Notebook

Factor Analysis

by Maxwell Margenot, Gil Wassermann, James Christopher Hall, and Delaney Granizo-Mackenzie.

Part of the Quantopian Lecture Series:

Notebook released under the Creative Commons Attribution 4.0 License. Please do not remove this attribution.

How can we tell whether an alpha factor is good or not? Unfortunately, there is no cut-off that tells you whether a factor is objectively useful. Instead, we need to compare a particular factor to other options before deciding whether to use it. Our end goal in defining and selecting the best factors is to use them to rank stocks in a long-short equity strategy, covered elsewhere in the lecture series. The more independent predictive the factors we use, the better our ranking scheme and our overall strategy will be.

What we want when comparing factors is to make sure the chosen signal is actually predictive of relative price movements. We do not want to predict the absolute amount the assets in our universe will move up or down. We only care that we can choose assets to long that will do better than the assets we short. In a long-short equity strategy, we hold a long basket and a short basket of assets, determined by the factor values associated with each asset in our universe. If our ranking scheme is predictive, this means that assets in the top basket will tend to outperform assets in the bottom basket. As long this spread is consistent over time our strategy will have a positive return.

An individual factor can have a lot of moving parts to assess, but ideally it should be independent of other factors that you are already trading on in order to keep your portfolio diverse. We discuss the reasoning for this in this lecture.

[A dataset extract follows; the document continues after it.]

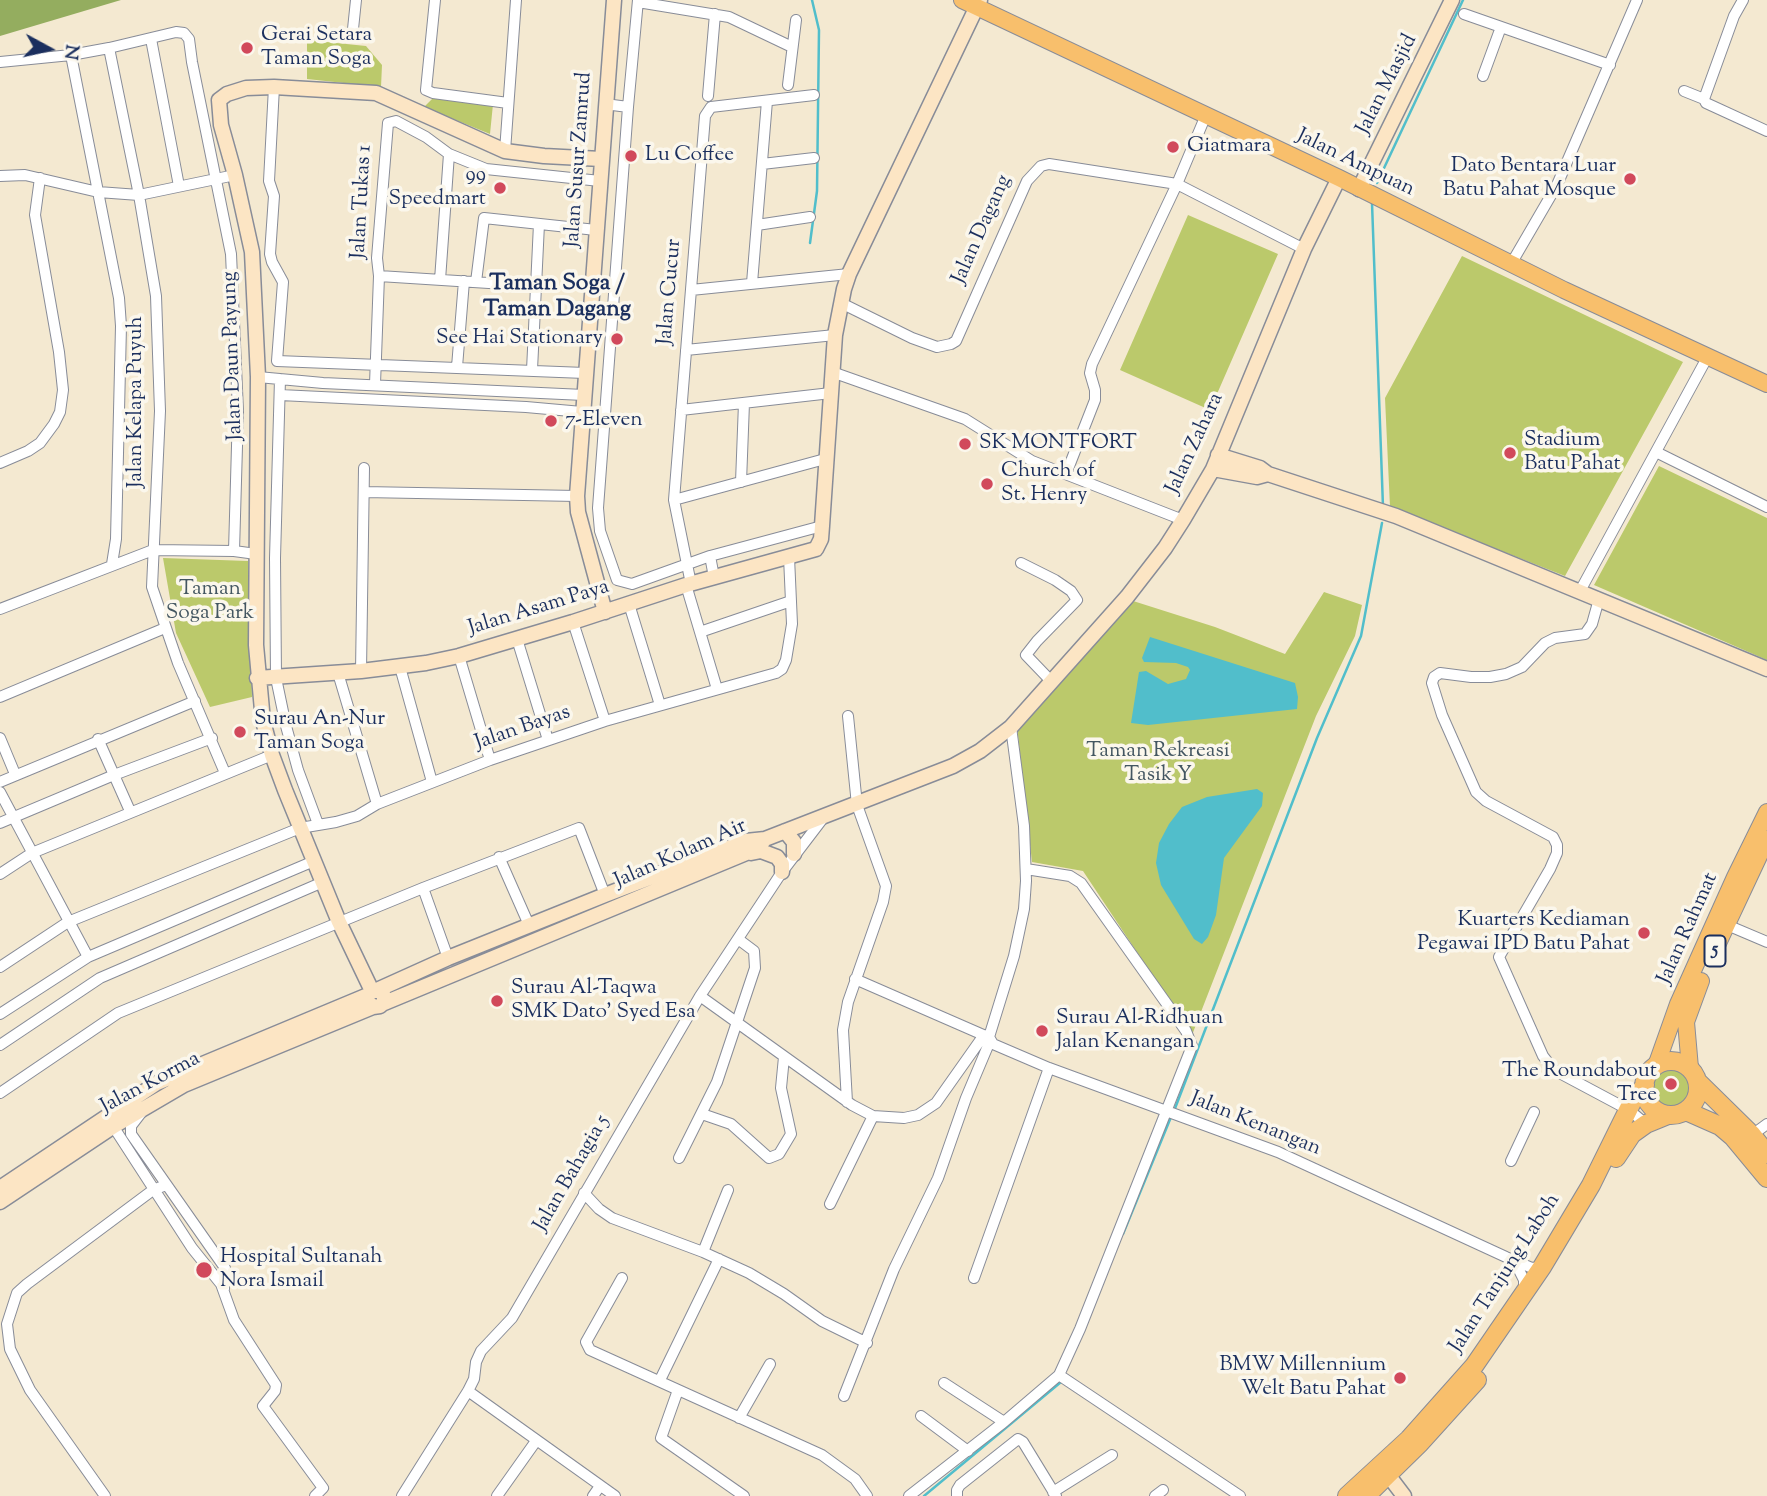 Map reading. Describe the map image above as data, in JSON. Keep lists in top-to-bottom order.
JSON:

In this lecture, we detail and explain relevant statistics to evaluate your alpha factor before attempting to implement it in an algorithm. What's important to keep in mind is that all the metrics provided here are relative to other factors you may be trading or evaluating.

Let's have a look at a factor and try to assess its viability. We will calculate the factor values using Pipeline, so make sure you check out the tutorial if you are unfamiliar with how Pipeline works.

In [1]:
import numpy as np
import pandas as pd
from quantopian.research import run_pipeline
from quantopian.pipeline import Pipeline
from quantopian.pipeline.data.builtin import USEquityPricing
from quantopian.pipeline.factors import CustomFactor, Returns
from quantopian.pipeline.classifiers.morningstar import Sector
from quantopian.pipeline.filters import Q1500US
from time import time

Momentum

Here we will be using a momentum factor as our example. Momentum factors are a very common form of alpha factor and they come in many shapes and sizes. They all try to get at the same idea, however, that securities in motion will stay in motion. Momentum factors try to quantify trends in financial markets and to "ride the wave", so to speak.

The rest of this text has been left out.